» Exercise goal: What you return must match the records exactly, with every line included.

» Given records:
★ ★ ★
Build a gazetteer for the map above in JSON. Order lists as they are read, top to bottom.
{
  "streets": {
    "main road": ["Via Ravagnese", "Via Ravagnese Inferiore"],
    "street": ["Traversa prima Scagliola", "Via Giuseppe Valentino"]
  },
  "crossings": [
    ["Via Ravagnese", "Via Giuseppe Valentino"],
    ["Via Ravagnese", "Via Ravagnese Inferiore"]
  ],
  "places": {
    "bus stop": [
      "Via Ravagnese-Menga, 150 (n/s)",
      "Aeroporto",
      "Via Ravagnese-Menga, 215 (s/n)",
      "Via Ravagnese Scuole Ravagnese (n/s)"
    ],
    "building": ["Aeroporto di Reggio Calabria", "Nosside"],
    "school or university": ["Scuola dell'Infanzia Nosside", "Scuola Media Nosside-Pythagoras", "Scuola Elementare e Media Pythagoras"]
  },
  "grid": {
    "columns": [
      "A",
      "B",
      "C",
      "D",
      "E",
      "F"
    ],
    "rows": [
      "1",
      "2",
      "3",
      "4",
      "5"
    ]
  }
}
★ ★ ★
» Response box:
Build a gazetteer for the map above in JSON. Order lists as they are read, top to bottom.
{
  "streets": {
    "main road": ["Via Ravagnese", "Via Ravagnese Inferiore"],
    "street": ["Traversa prima Scagliola", "Via Giuseppe Valentino"]
  },
  "crossings": [
    ["Via Ravagnese", "Via Giuseppe Valentino"],
    ["Via Ravagnese", "Via Ravagnese Inferiore"]
  ],
  "places": {
    "bus stop": [
      "Via Ravagnese-Menga, 150 (n/s)",
      "Aeroporto",
      "Via Ravagnese-Menga, 215 (s/n)",
      "Via Ravagnese Scuole Ravagnese (n/s)"
    ],
    "building": ["Aeroporto di Reggio Calabria", "Nosside"],
    "school or university": ["Scuola dell'Infanzia Nosside", "Scuola Media Nosside-Pythagoras", "Scuola Elementare e Media Pythagoras"]
  },
  "grid": {
    "columns": [
      "A",
      "B",
      "C",
      "D",
      "E",
      "F"
    ],
    "rows": [
      "1",
      "2",
      "3",
      "4",
      "5"
    ]
  }
}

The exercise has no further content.